Dedicated to the writings of Saint Luke.

Saturday, October 13, 2007

Legal fiction

In common law tradition, legal fiction is defined as an assumption that something is true even though it may be untrue that is created by the law in order to do justice. The most familiar legal fiction is that a corporation is a “person.” In the earliest case involving a corporation, the corporate defendant argued it could not be sued on the debt because in common law tradition only a natural person could sue or be sued. The legal fiction was no more than a means to an end to permit the corporation to sue or be sued. The statute creating corporations provided that the shareholders were not liable for the debts of the corporation. Legal fiction is necessary, as William Blackstone observed, because “legislation is never free from the iron law of unintended consequences.”

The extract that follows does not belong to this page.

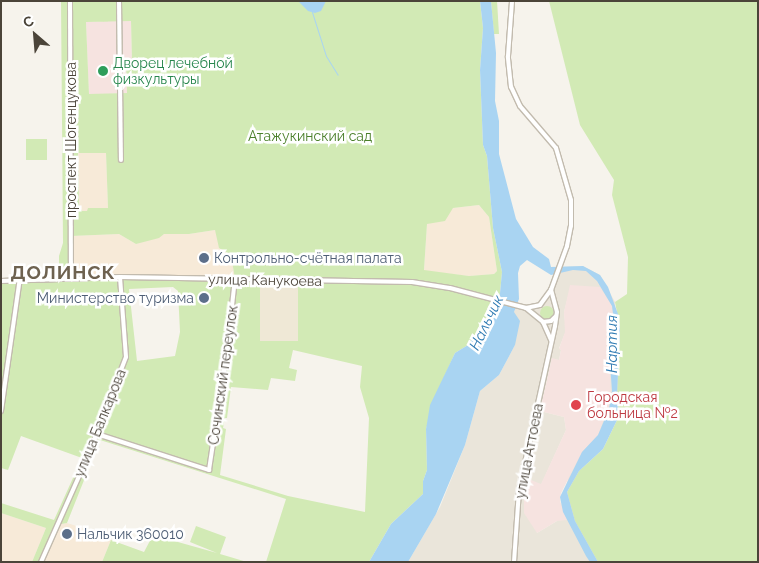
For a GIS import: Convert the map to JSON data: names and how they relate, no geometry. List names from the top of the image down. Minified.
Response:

The legal fiction concept predates the English common law. In the Book of Judges, we read that the men of Israel had made an oath that none of them shall give their daughter in marriage to Benjamin. To circumvent the oath, the men of Benjamin were invited by the men of Israel to abduct the daughters of Shiloh dancing at the feast to make intermarriage possible. The passage in Judges 21:16-23 is an example of recourse to legal fiction to change the Torah. In the Benjamin example, the remnant of Benjamin was preserved from extinction by resort to a legal fiction.

The collectors for the Temple also used legal fiction to avoid injury to the Treasury. Equitable principles could not be applied against the Temple. For instance, “no accounts may be required in charity matters of the charity officials or in Temple property matters of the treasurers.” Thus rules created as a safeguard against embezzlement of Temple property by treasurers or trustees did not create any right to require an accounting. Furthermore, “Interest (laws apply) to the layman but not to dedicated property.”